* _ASSIGNMENT_
Find all lines below containing the string "label" and return them.

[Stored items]
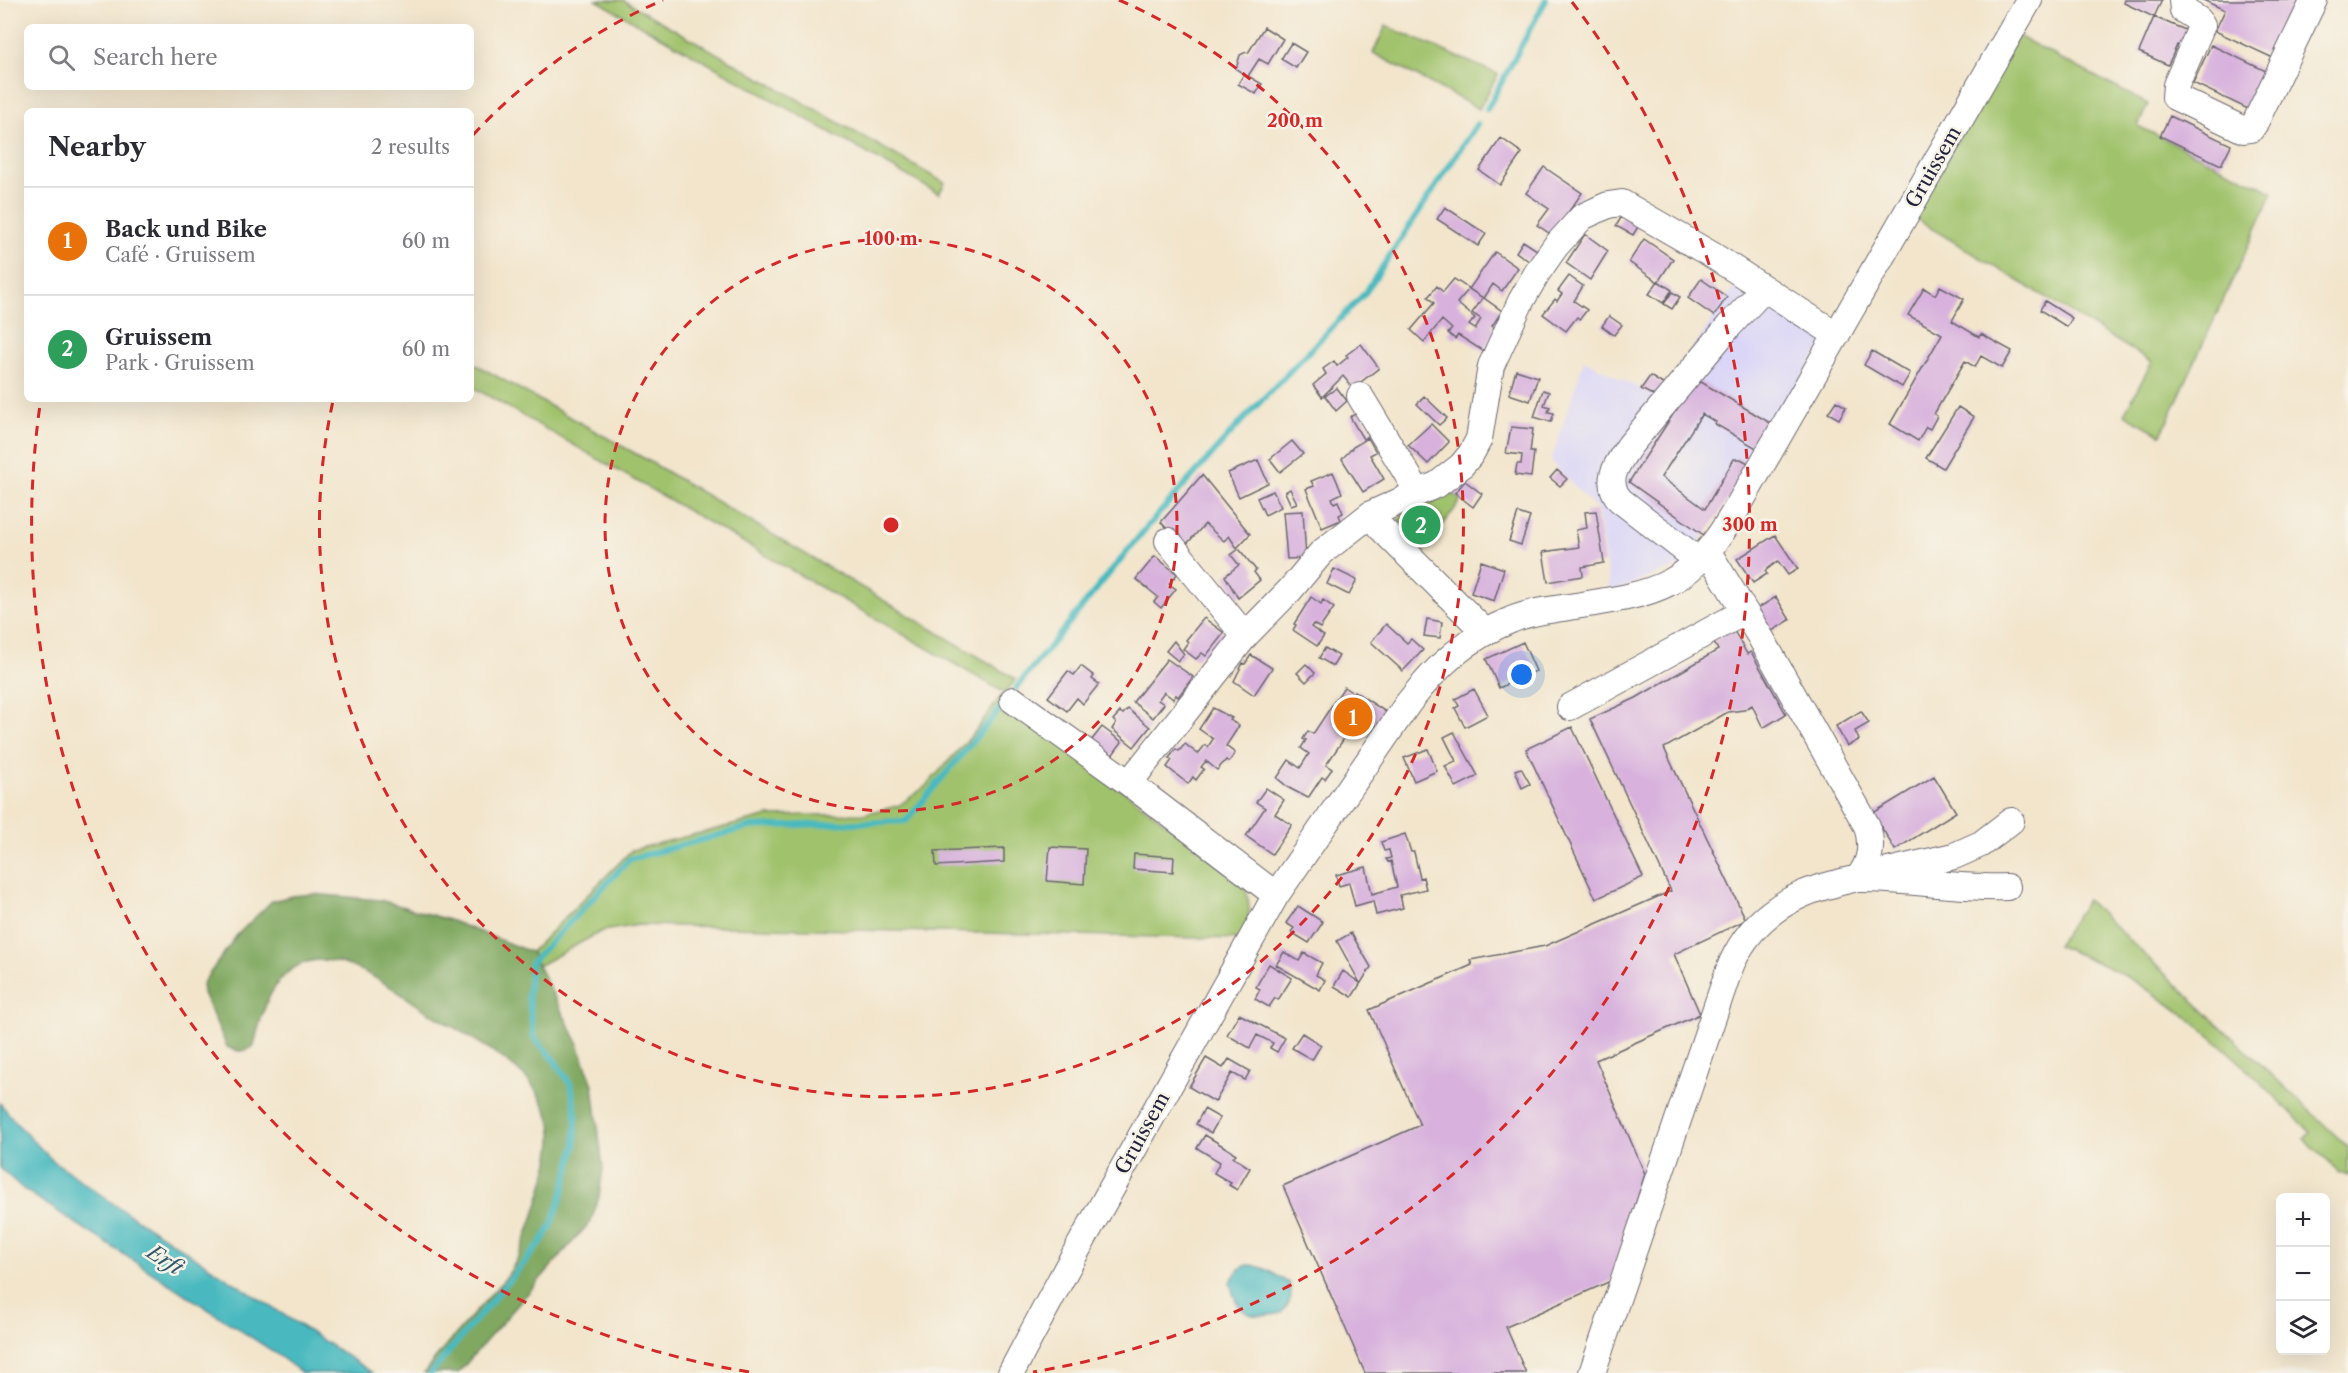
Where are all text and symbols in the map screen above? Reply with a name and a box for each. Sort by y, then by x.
search box [24,24,474,90]
icon: search [45,41,78,74]
text: Search here [93,44,218,71]
text: 200 m [1267,110,1323,132]
street label: Gruissem [1900,122,1966,212]
text: Nearby [48,131,146,163]
text: 2 results [371,135,450,159]
text: Back und Bike [105,216,267,243]
text: 100 m [864,228,918,250]
text: 1 [63,229,72,253]
text: 60 m [402,229,450,253]
text: Café · Gruissem [105,243,256,267]
text: Gruissem [105,324,212,351]
text: 2 [62,337,73,361]
text: 60 m [402,337,450,361]
text: Park · Gruissem [105,351,255,375]
pin: 2 [1402,502,1440,548]
text: 300 m [1722,514,1778,536]
centre of rings [881,515,901,535]
your location [1507,660,1536,689]
pin: 1 [1334,694,1372,740]
street label: Gruissem [1110,1087,1175,1178]
map controls [2276,1193,2330,1355]
button: + [2276,1193,2330,1247]
water label: Erft [141,1238,189,1281]
button: − [2276,1247,2330,1301]
button: layers [2276,1301,2330,1355]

* _RESULT FOR THIS TASK_
street label: Gruissem [1900,122,1966,212]
street label: Gruissem [1110,1087,1175,1178]
water label: Erft [141,1238,189,1281]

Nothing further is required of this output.